### What to work on
A faithful copy is required: retype the records from their first line through the line with "I am building", and omit the pictures.

### Recorded data
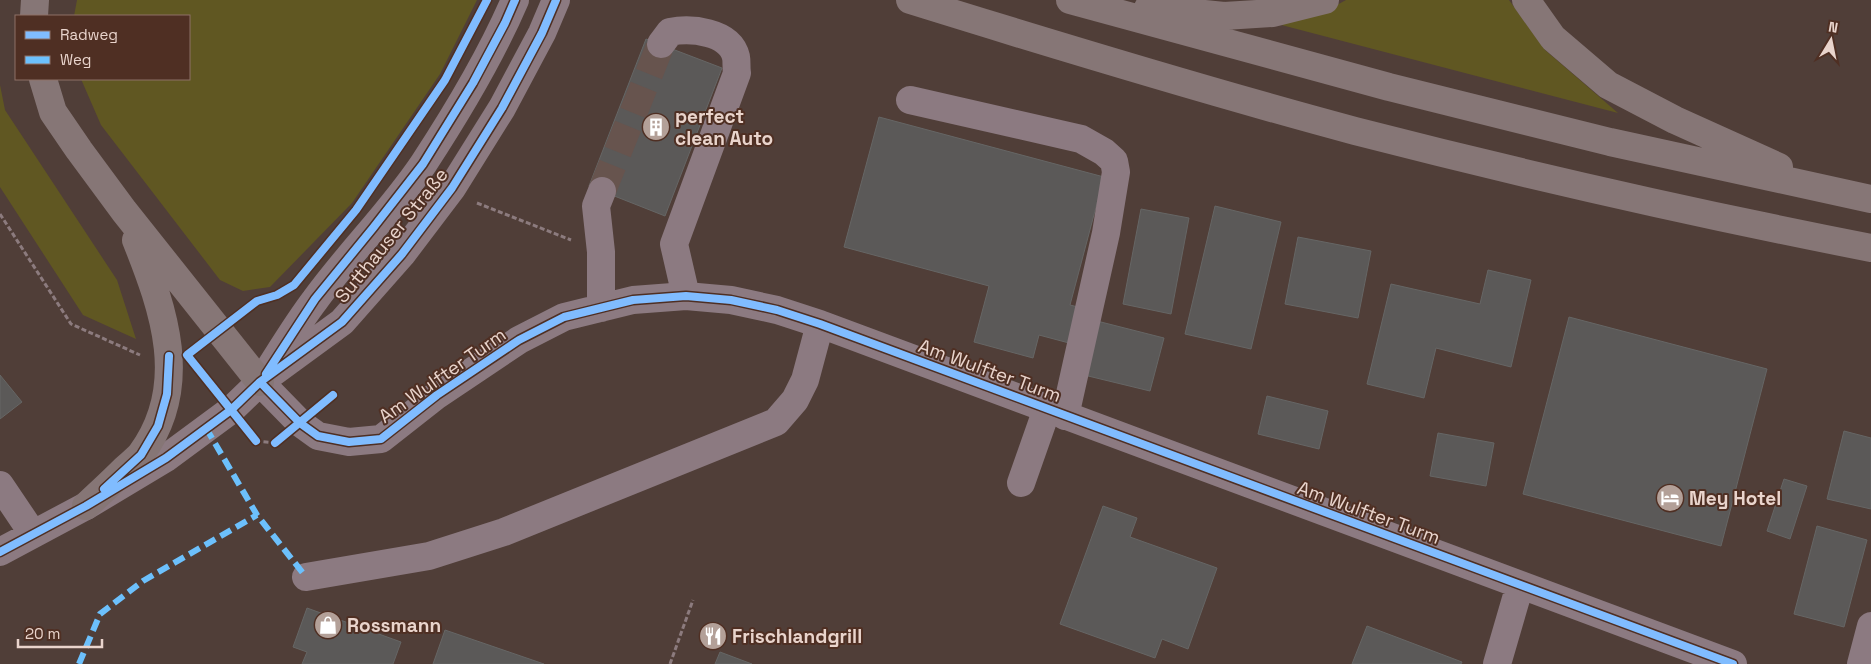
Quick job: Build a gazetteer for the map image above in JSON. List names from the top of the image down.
{
  "streets": {
    "street": ["Sutthauser Straße", "Am Wulfter Turm"]
  },
  "crossings": [
    ["Sutthauser Straße", "Am Wulfter Turm"]
  ],
  "places": {
    "building": ["perfect clean Auto"],
    "hotel": ["Mey Hotel"],
    "shop": ["Rossmann"],
    "restaurant": ["Frischlandgrill"]
  },
  "legend": ["Radweg", "Weg"],
  "scale_bar": "20 m",
  "north": "top"
}
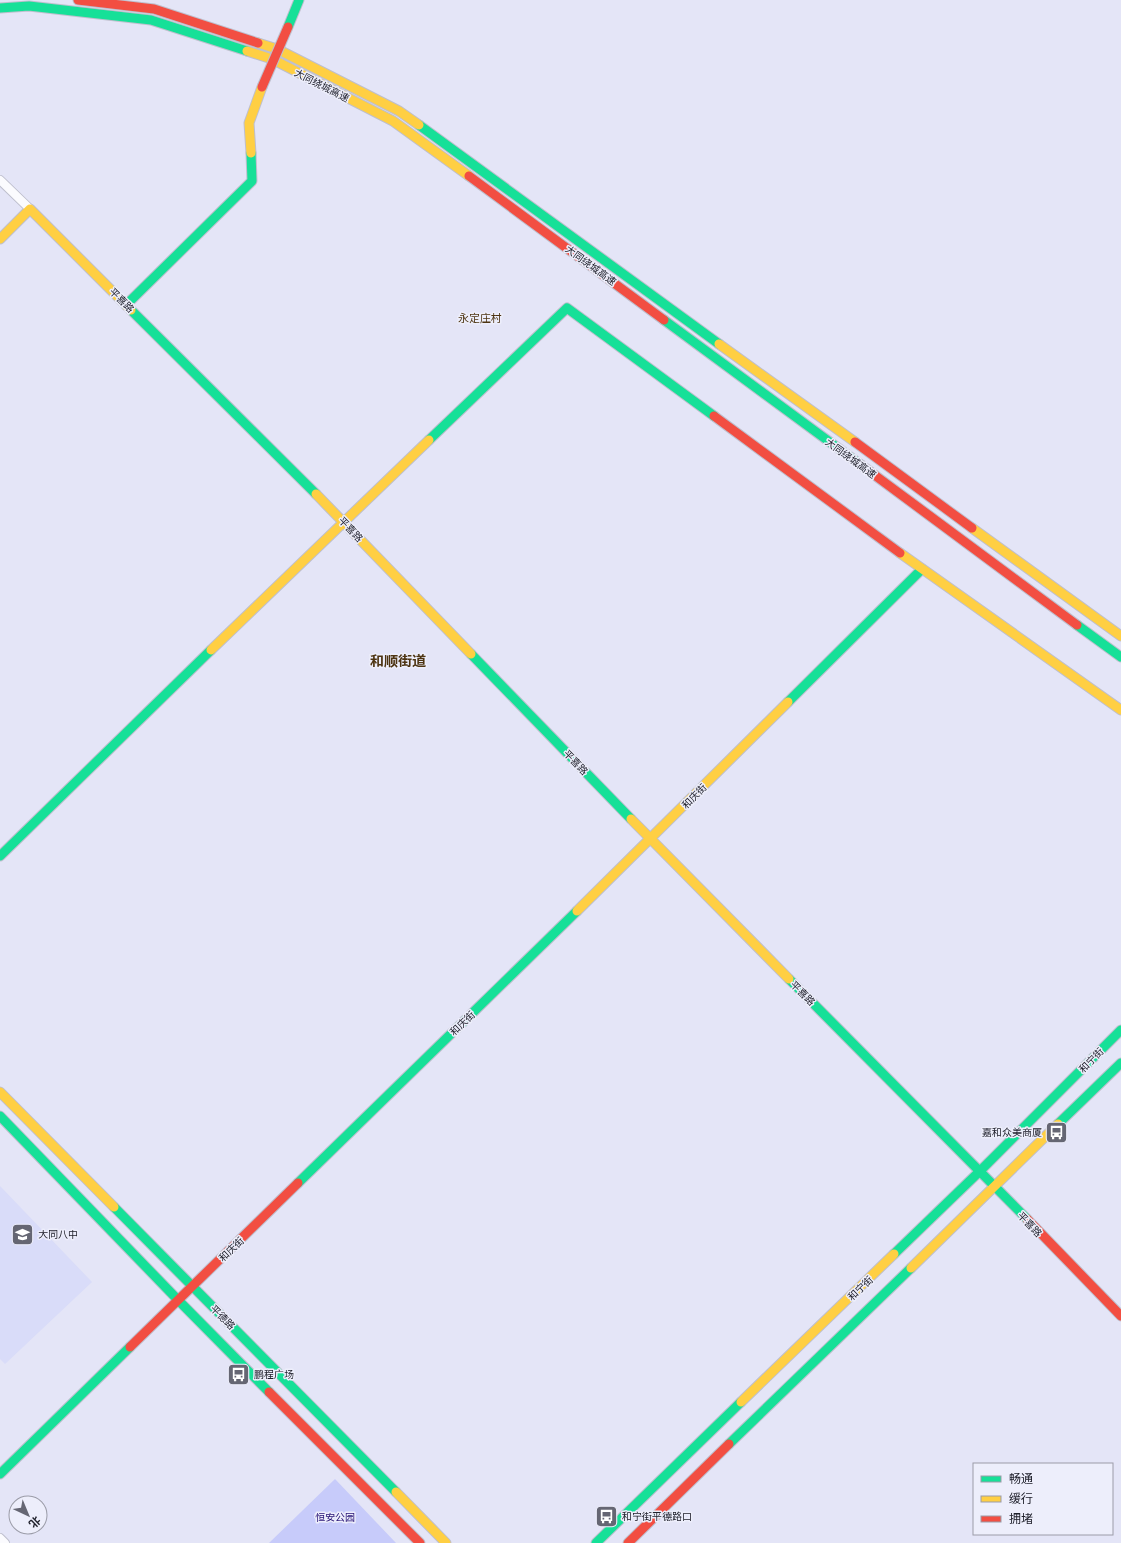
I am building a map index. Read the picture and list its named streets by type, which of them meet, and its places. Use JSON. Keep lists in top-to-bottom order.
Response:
{
  "streets": {
    "main road": [
      "大同绕城高速",
      "平喜路",
      "和庆街",
      "和宁街",
      "平德路"
    ]
  },
  "crossings": [
    ["平喜路", "和庆街"],
    ["平喜路", "和宁街"],
    ["和庆街", "平德路"]
  ],
  "districts": ["永定庄村", "和顺街道"],
  "parks": ["恒安公园"],
  "places": {
    "bus stop": ["嘉和众美商厦", "鹏程广场", "和宁街平德路口"],
    "school or university": ["大同八中"]
  },
  "legend": ["畅通", "缓行", "拥堵"],
  "north": "bottom right"
}
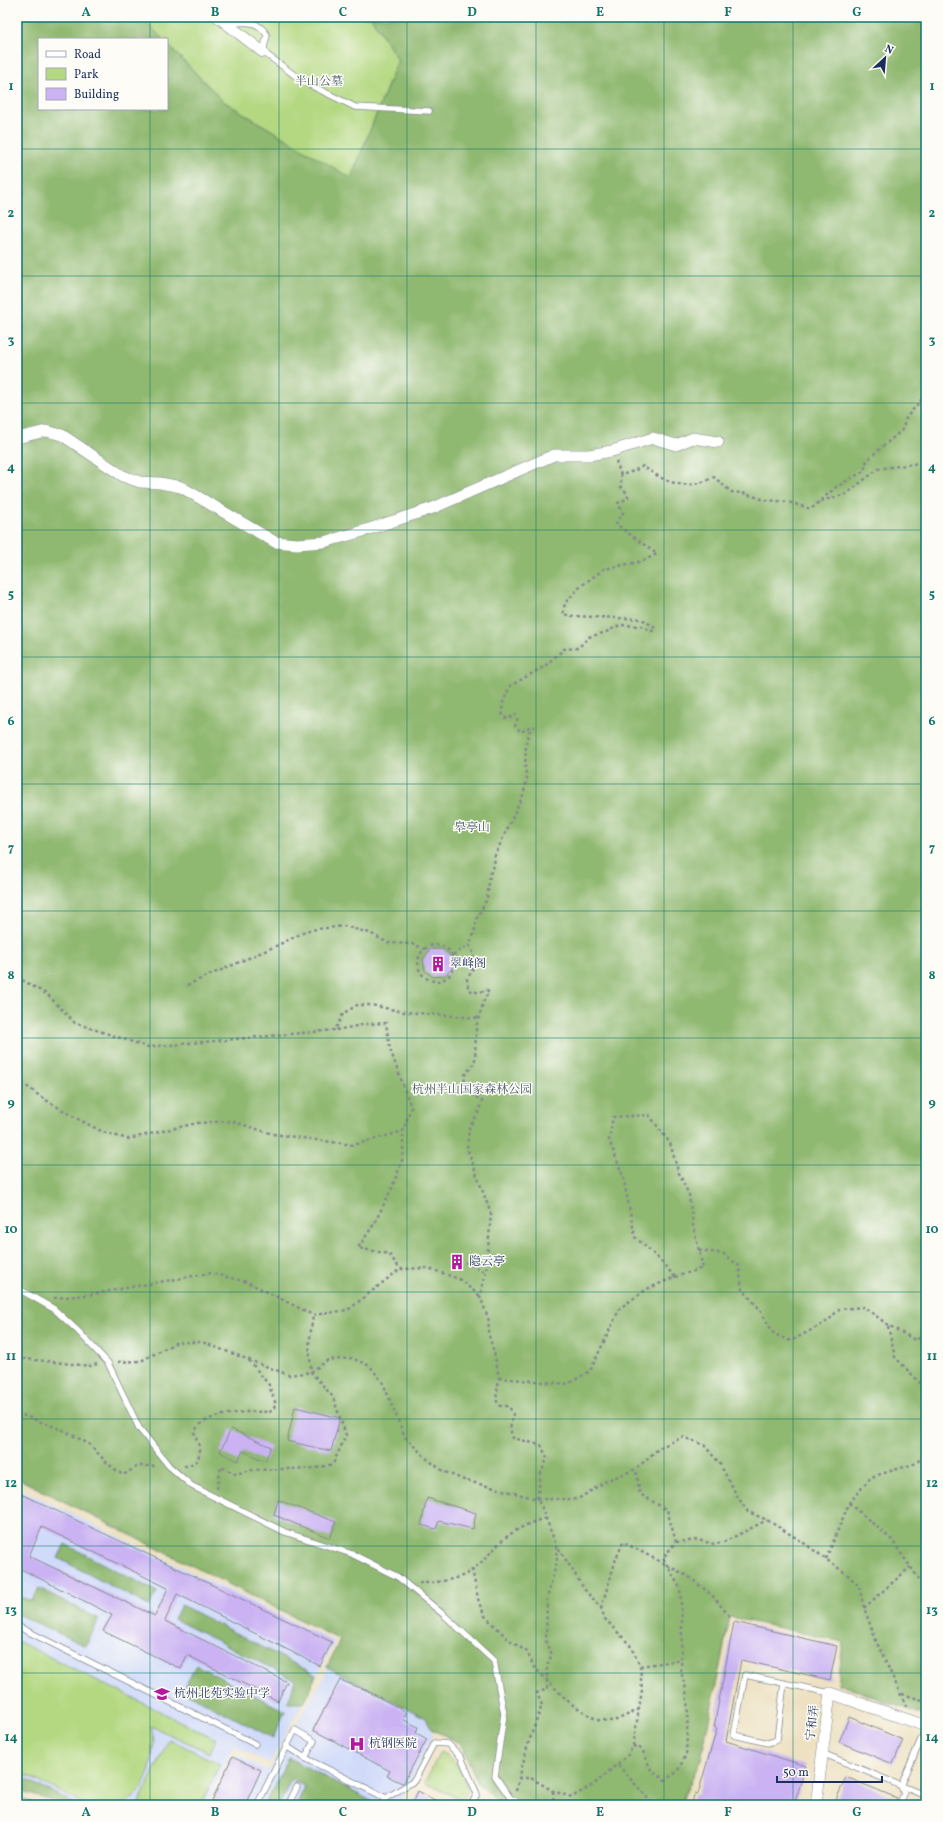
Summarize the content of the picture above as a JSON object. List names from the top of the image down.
{
  "streets": {
    "street": ["宁和弄"]
  },
  "parks": ["半山公墓", "皋亭山", "杭州半山国家森林公园"],
  "places": {
    "building": ["翠峰阁", "隐云亭"],
    "school or university": ["杭州北苑实验中学"],
    "hospital": ["杭钢医院"]
  },
  "legend": ["Road", "Park", "Building"],
  "scale_bar": "50 m",
  "north": "top right",
  "grid": {
    "columns": [
      "A",
      "B",
      "C",
      "D",
      "E",
      "F",
      "G"
    ],
    "rows": [
      "1",
      "2",
      "3",
      "4",
      "5",
      "6",
      "7",
      "8",
      "9",
      "10",
      "11",
      "12",
      "13",
      "14"
    ]
  }
}
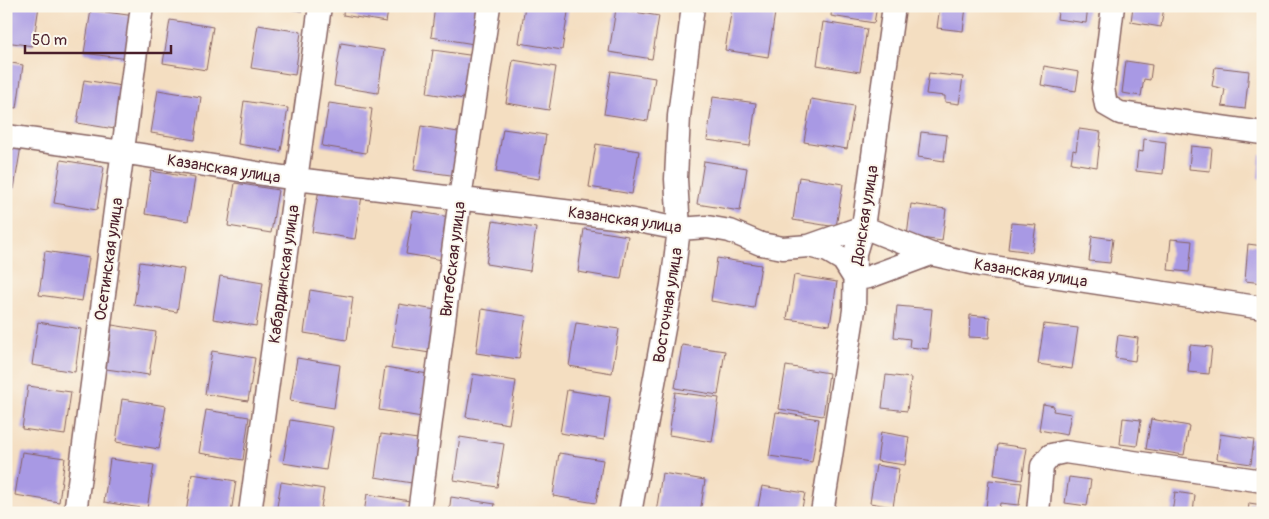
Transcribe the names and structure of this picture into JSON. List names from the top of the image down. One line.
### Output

### Written reply
Quick job: Build a gazetteer for the map image above in JSON. List names from the top of the image down.
{
  "streets": {
    "street": ["Sutthauser Straße", "Am Wulfter Turm"]
  },
  "crossings": [
    ["Sutthauser Straße", "Am Wulfter Turm"]
  ],
  "places": {
    "building": ["perfect clean Auto"],
    "hotel": ["Mey Hotel"],
    "shop": ["Rossmann"],
    "restaurant": ["Frischlandgrill"]
  },
  "legend": ["Radweg", "Weg"],
  "scale_bar": "20 m",
  "north": "top"
}
I am building a map index. Read the picture and list its named streets by type, which of them meet, and its places. Use JSON. Keep lists in top-to-bottom order.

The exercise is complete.